**DATA**
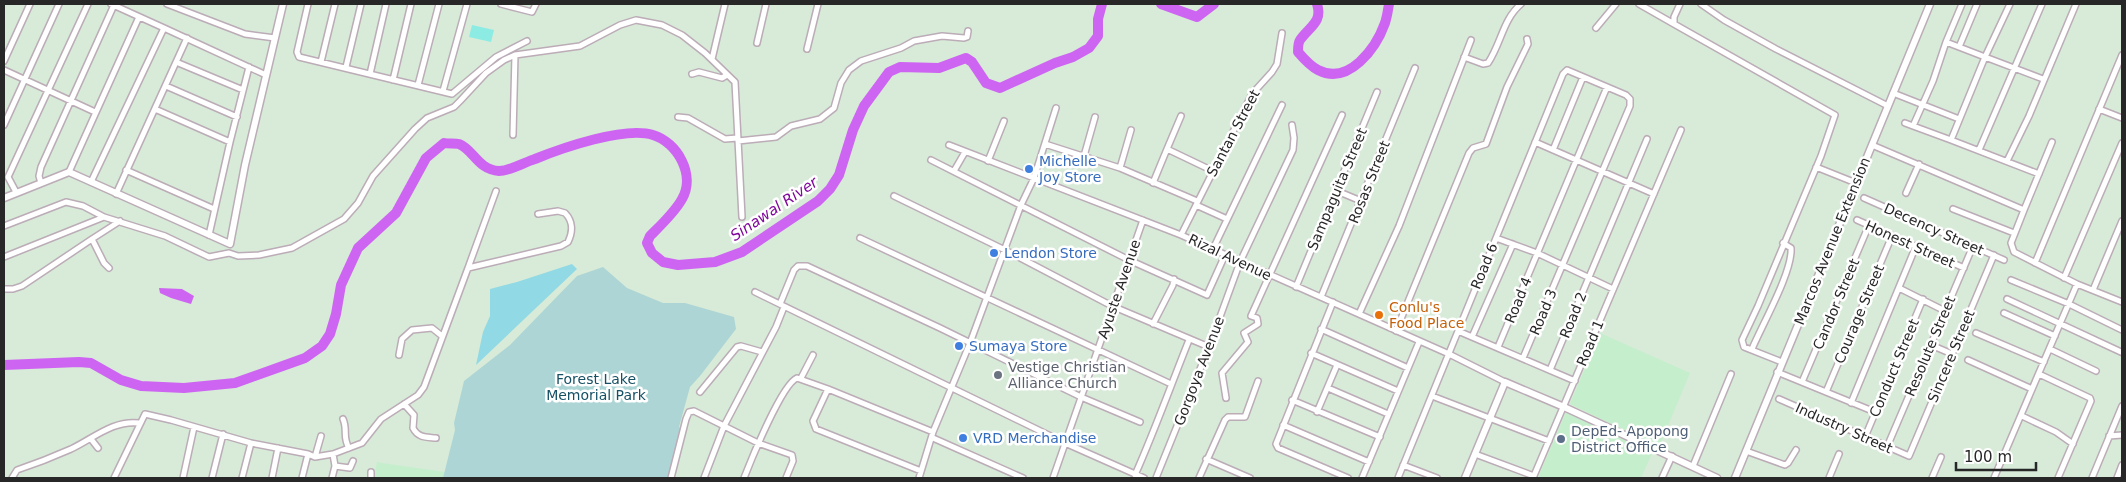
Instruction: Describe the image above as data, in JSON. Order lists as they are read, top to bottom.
{
  "streets": {
    "street": [
      "Santan Street",
      "Rosas Street",
      "Sampaguita Street",
      "Decency Street",
      "Marcos Avenue Extension",
      "Honest Street",
      "Rizal Avenue",
      "Road 6",
      "Ayuste Avenue",
      "Road 4",
      "Candor Street",
      "Road 3",
      "Courage Street",
      "Road 2",
      "Road 1",
      "Resolute Street",
      "Sincere Street",
      "Conduct Street",
      "Gorgoya Avenue",
      "Industry Street"
    ]
  },
  "crossings": [
    ["Santan Street", "Rizal Avenue"],
    ["Rosas Street", "Rizal Avenue"],
    ["Sampaguita Street", "Rizal Avenue"],
    ["Decency Street", "Resolute Street"],
    ["Decency Street", "Sincere Street"],
    ["Honest Street", "Candor Street"],
    ["Honest Street", "Courage Street"],
    ["Honest Street", "Resolute Street"],
    ["Rizal Avenue", "Road 6"],
    ["Rizal Avenue", "Ayuste Avenue"],
    ["Rizal Avenue", "Gorgoya Avenue"],
    ["Road 4", "Road 3"],
    ["Resolute Street", "Industry Street"],
    ["Sincere Street", "Industry Street"],
    ["Conduct Street", "Industry Street"]
  ],
  "water": ["Sinawal River"],
  "parks": ["Forest Lake Memorial Park"],
  "places": [
    "Michelle Joy Store",
    "Lendon Store",
    "Conlu's Food Place",
    "Sumaya Store",
    "Vestige Christian Alliance Church",
    "VRD Merchandise",
    "DepEd- Apopong District Office"
  ],
  "scale_bar": "100 m"
}
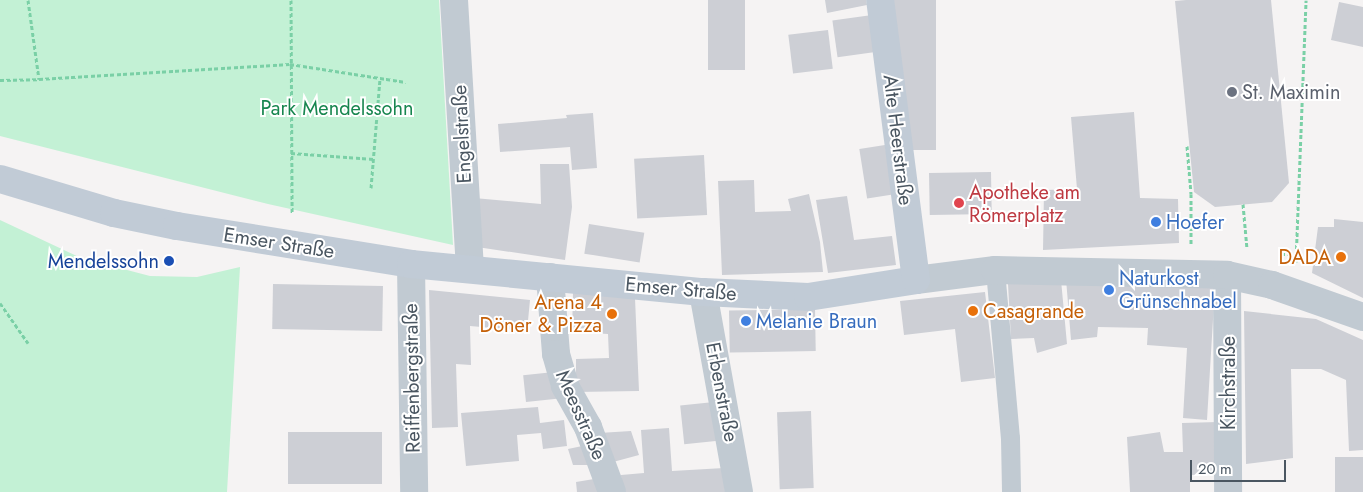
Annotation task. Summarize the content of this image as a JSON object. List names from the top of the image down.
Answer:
{
  "streets": {
    "street": [
      "Engelstraße",
      "Alte Heerstraße",
      "Emser Straße",
      "Reiffenbergstraße",
      "Kirchstraße",
      "Erbenstraße",
      "Meesstraße"
    ]
  },
  "crossings": [
    ["Engelstraße", "Emser Straße"],
    ["Alte Heerstraße", "Emser Straße"],
    ["Emser Straße", "Reiffenbergstraße"],
    ["Emser Straße", "Kirchstraße"],
    ["Emser Straße", "Erbenstraße"],
    ["Emser Straße", "Meesstraße"]
  ],
  "parks": ["Park Mendelssohn"],
  "places": [
    "St. Maximin",
    "Apotheke am Römerplatz",
    "Hoefer",
    "DADA",
    "Mendelssohn",
    "Naturkost Grünschnabel",
    "Casagrande",
    "Arena 4 Döner & Pizza",
    "Melanie Braun"
  ],
  "scale_bar": "20 m"
}
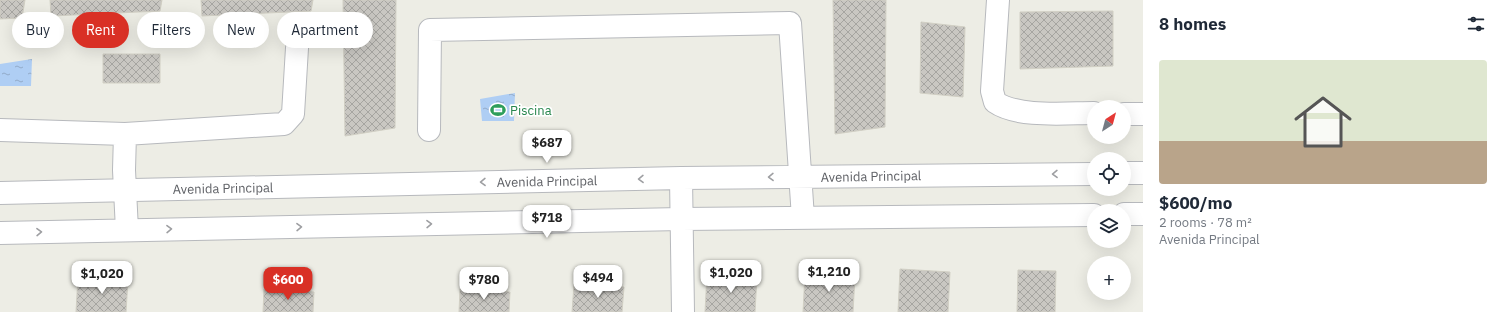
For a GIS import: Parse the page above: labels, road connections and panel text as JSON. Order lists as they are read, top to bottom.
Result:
{
  "streets": {
    "street": ["Avenida Principal"]
  },
  "places": {
    "sports": ["Piscina"]
  },
  "north": "top right",
  "page": {
    "heading": "8 homes",
    "chip": [
      "Buy",
      "Rent",
      "Filters",
      "New",
      "Apartment"
    ],
    "list": [
      {
        "name": "$600/mo",
        "note": "2 rooms · 78 m² · Avenida Principal"
      }
    ],
    "map_buttons": "+",
    "price": [
      "$687",
      "$718",
      "$1,210",
      "$1,020",
      "$1,020",
      "$494",
      "$600",
      "$780"
    ]
  }
}
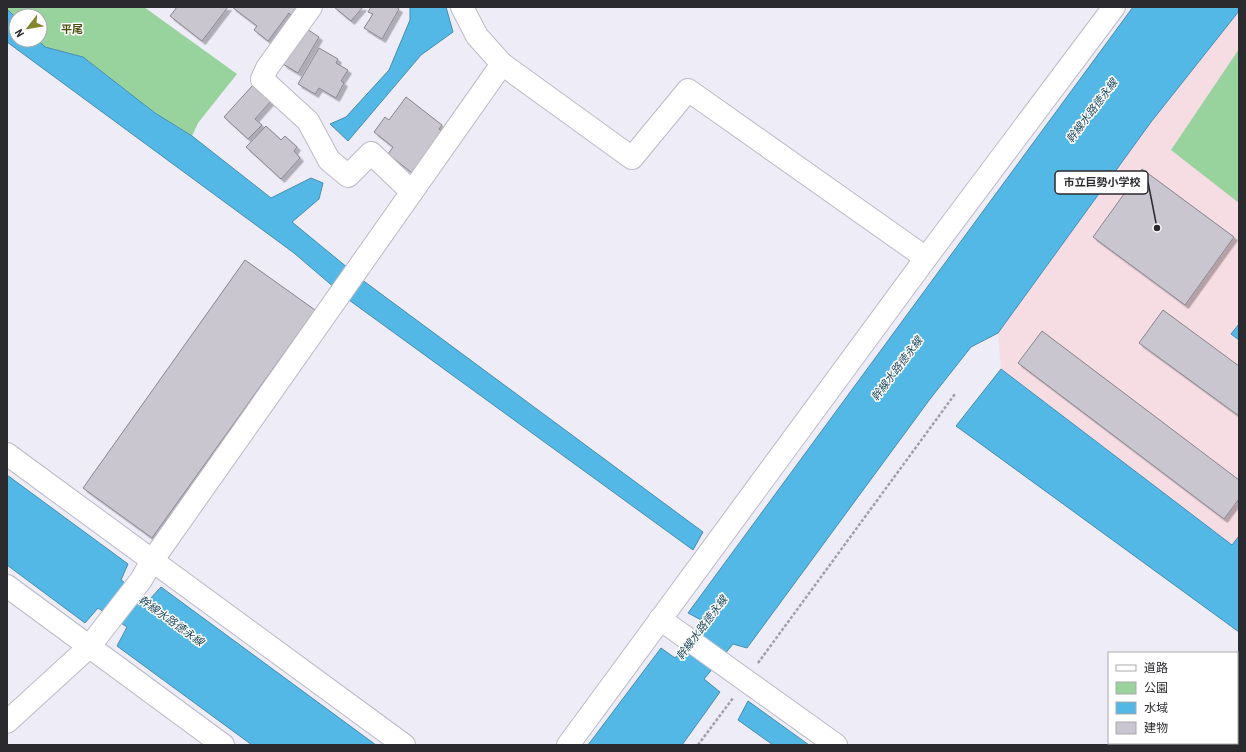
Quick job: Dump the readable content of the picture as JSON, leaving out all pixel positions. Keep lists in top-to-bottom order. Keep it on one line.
{"districts":["平尾"],"water":["幹線水路徳永線"],"places":["市立巨勢小学校"],"legend":["道路","公園","水域","建物"],"north":"bottom left"}
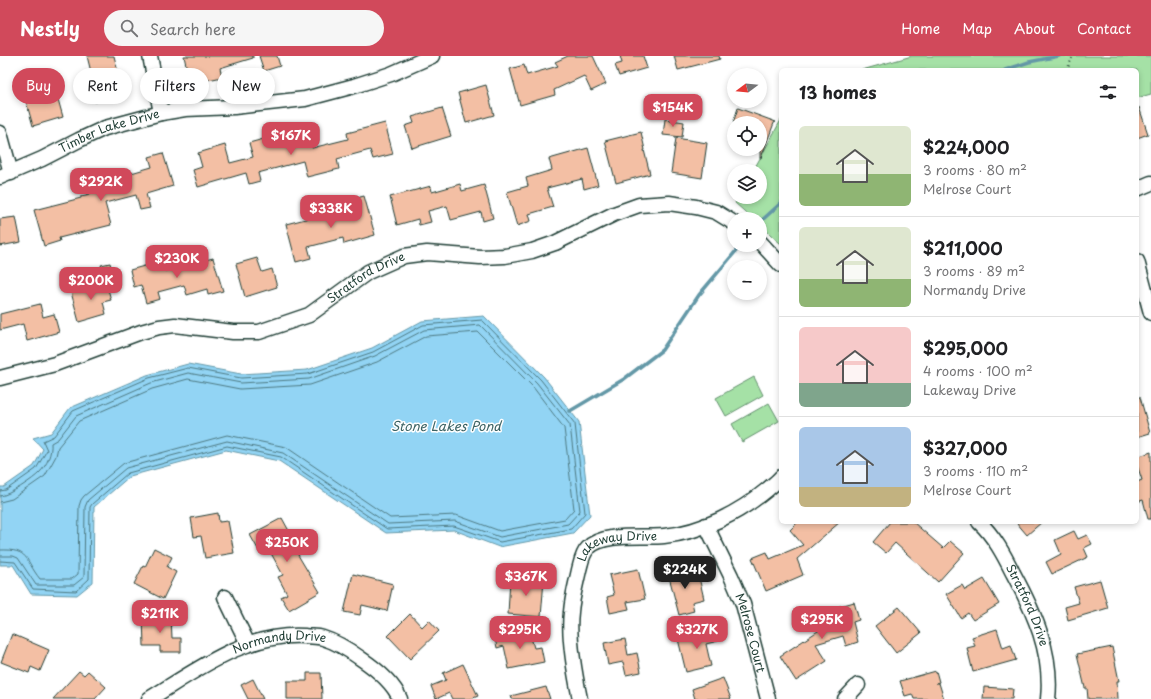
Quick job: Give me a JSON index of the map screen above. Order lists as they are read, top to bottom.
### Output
{
  "streets": {
    "street": [
      "Timber Lake Drive",
      "Stratford Drive",
      "Lakeway Drive",
      "Melrose Court",
      "Normandy Drive"
    ]
  },
  "crossings": [
    ["Lakeway Drive", "Melrose Court"]
  ],
  "water": ["Stone Lakes Pond"],
  "north": "left",
  "page": {
    "header": "Nestly",
    "search": "Search here",
    "nav": [
      "Home",
      "Map",
      "About",
      "Contact"
    ],
    "map_buttons": ["+", "−"],
    "chip": [
      "Buy",
      "Rent",
      "Filters",
      "New"
    ],
    "heading": "13 homes",
    "price": [
      "$154K",
      "$167K",
      "$292K",
      "$338K",
      "$230K",
      "$200K",
      "$250K",
      "$224K",
      "$367K",
      "$211K",
      "$295K",
      "$295K",
      "$327K"
    ],
    "list": [
      {
        "name": "$224,000",
        "note": "3 rooms · 80 m² · Melrose Court"
      },
      {
        "name": "$211,000",
        "note": "3 rooms · 89 m² · Normandy Drive"
      },
      {
        "name": "$295,000",
        "note": "4 rooms · 100 m² · Lakeway Drive"
      },
      {
        "name": "$327,000",
        "note": "3 rooms · 110 m² · Melrose Court"
      }
    ]
  }
}
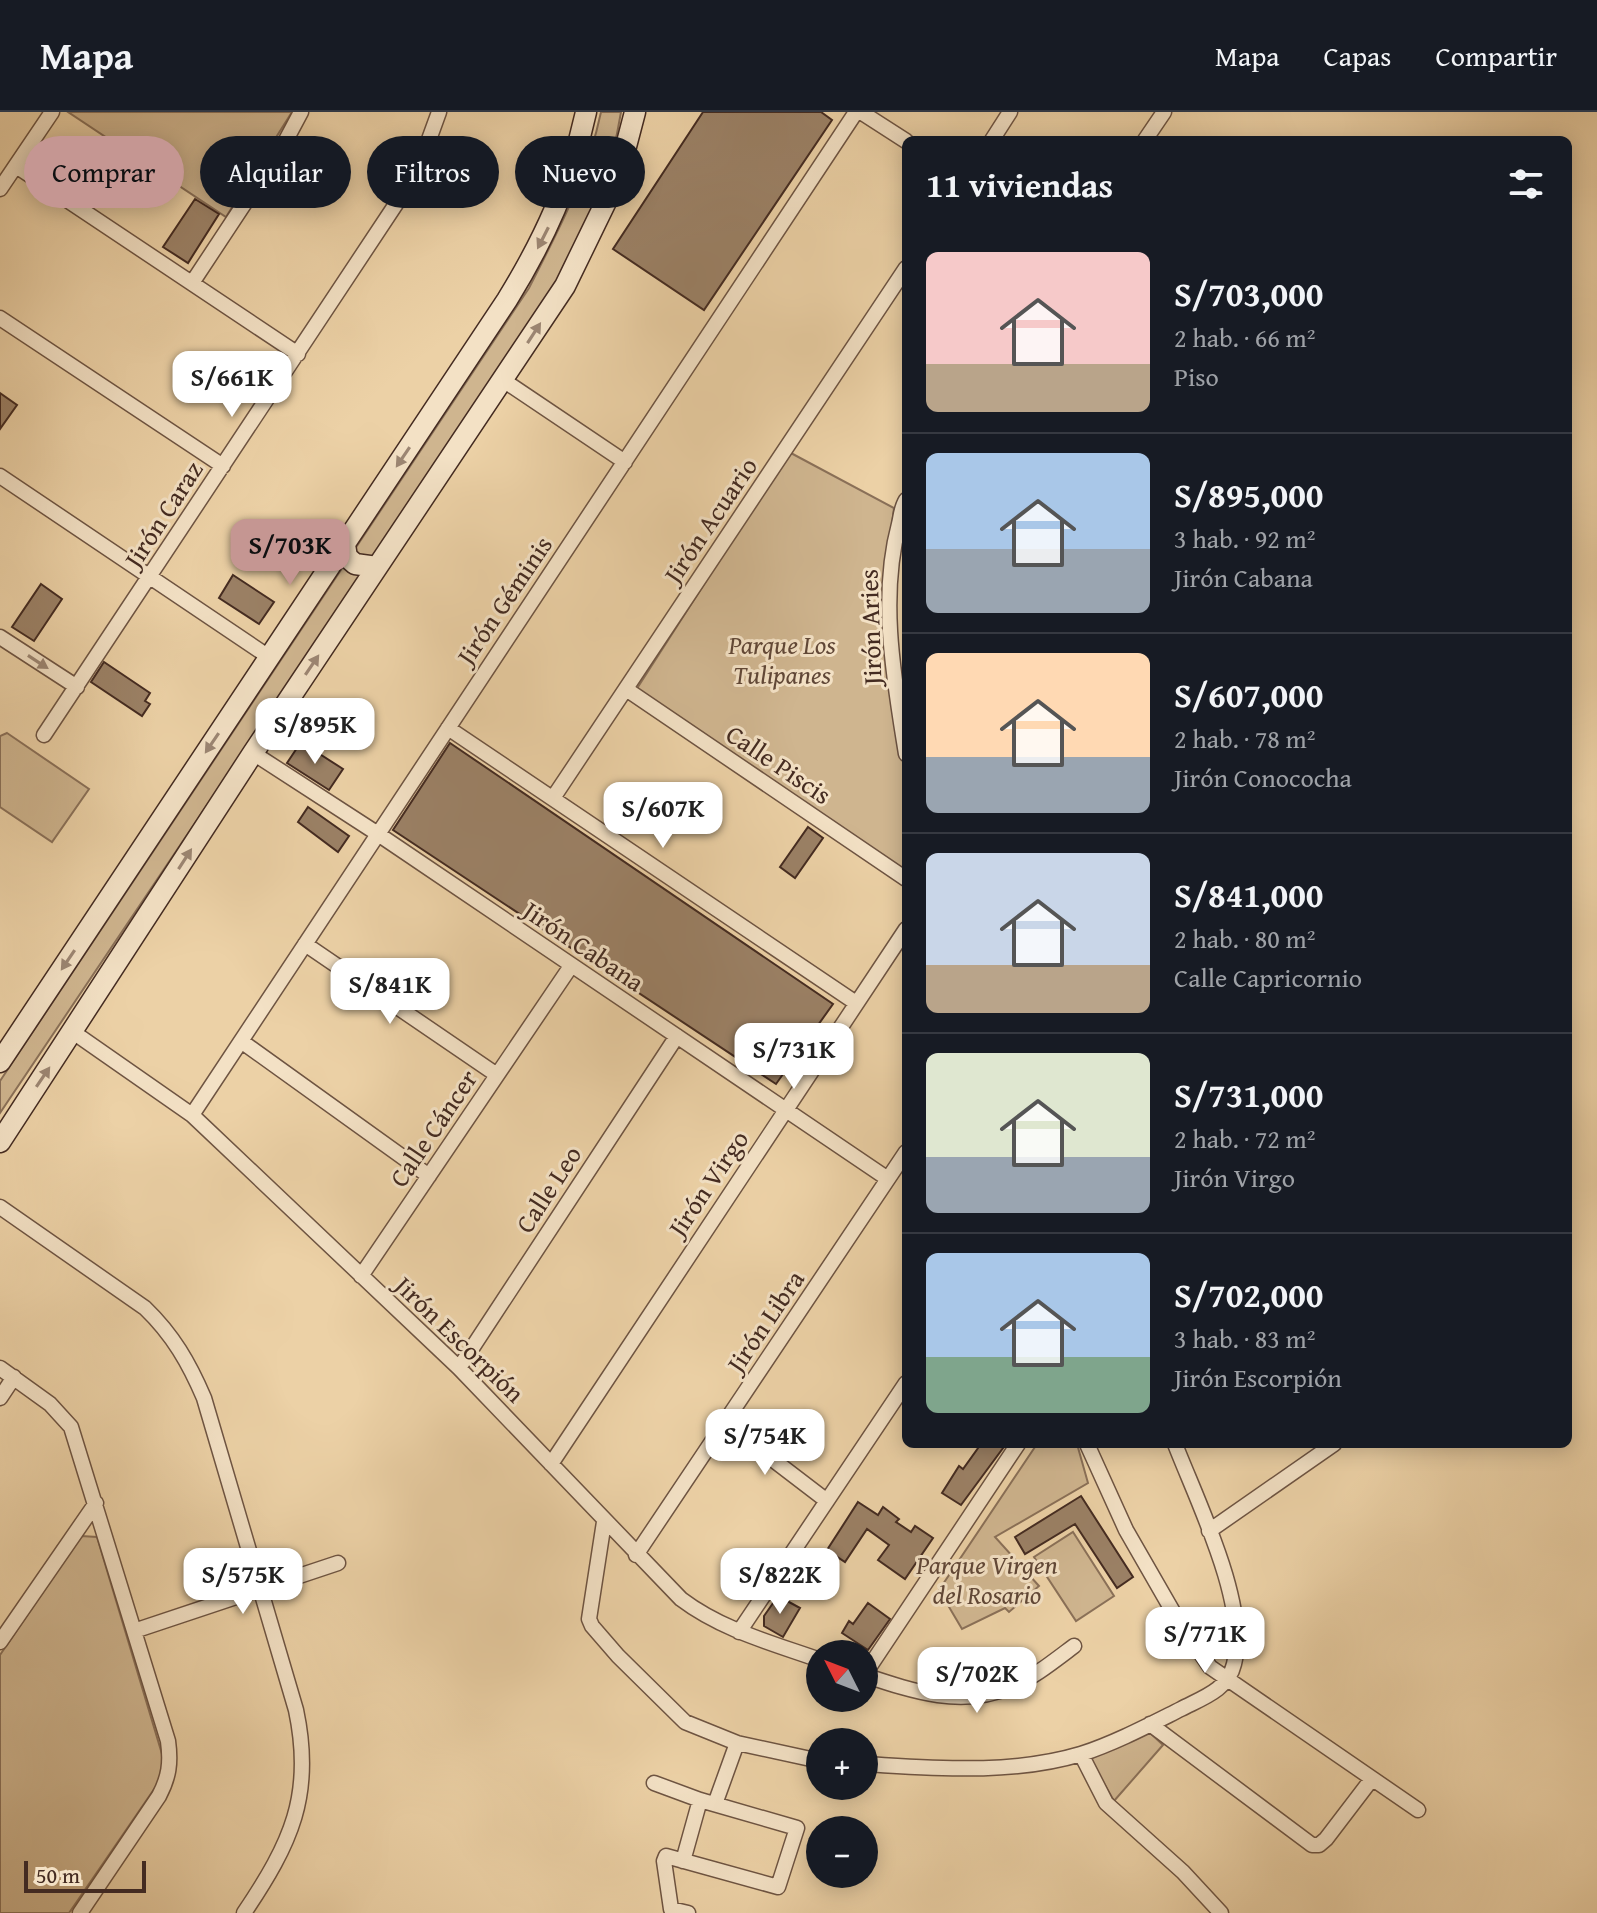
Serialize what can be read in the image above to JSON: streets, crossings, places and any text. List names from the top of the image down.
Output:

**PROBLEM REQUIREMENTS**
Look for the string "down" in the listing above and copy every line holding it.

**SOLUTION FOR THIS TASK**
Annotation task. Summarize the content of this image as a JSON object. List names from the top of the image down.
Serialize what can be read in the image above to JSON: streets, crossings, places and any text. List names from the top of the image down.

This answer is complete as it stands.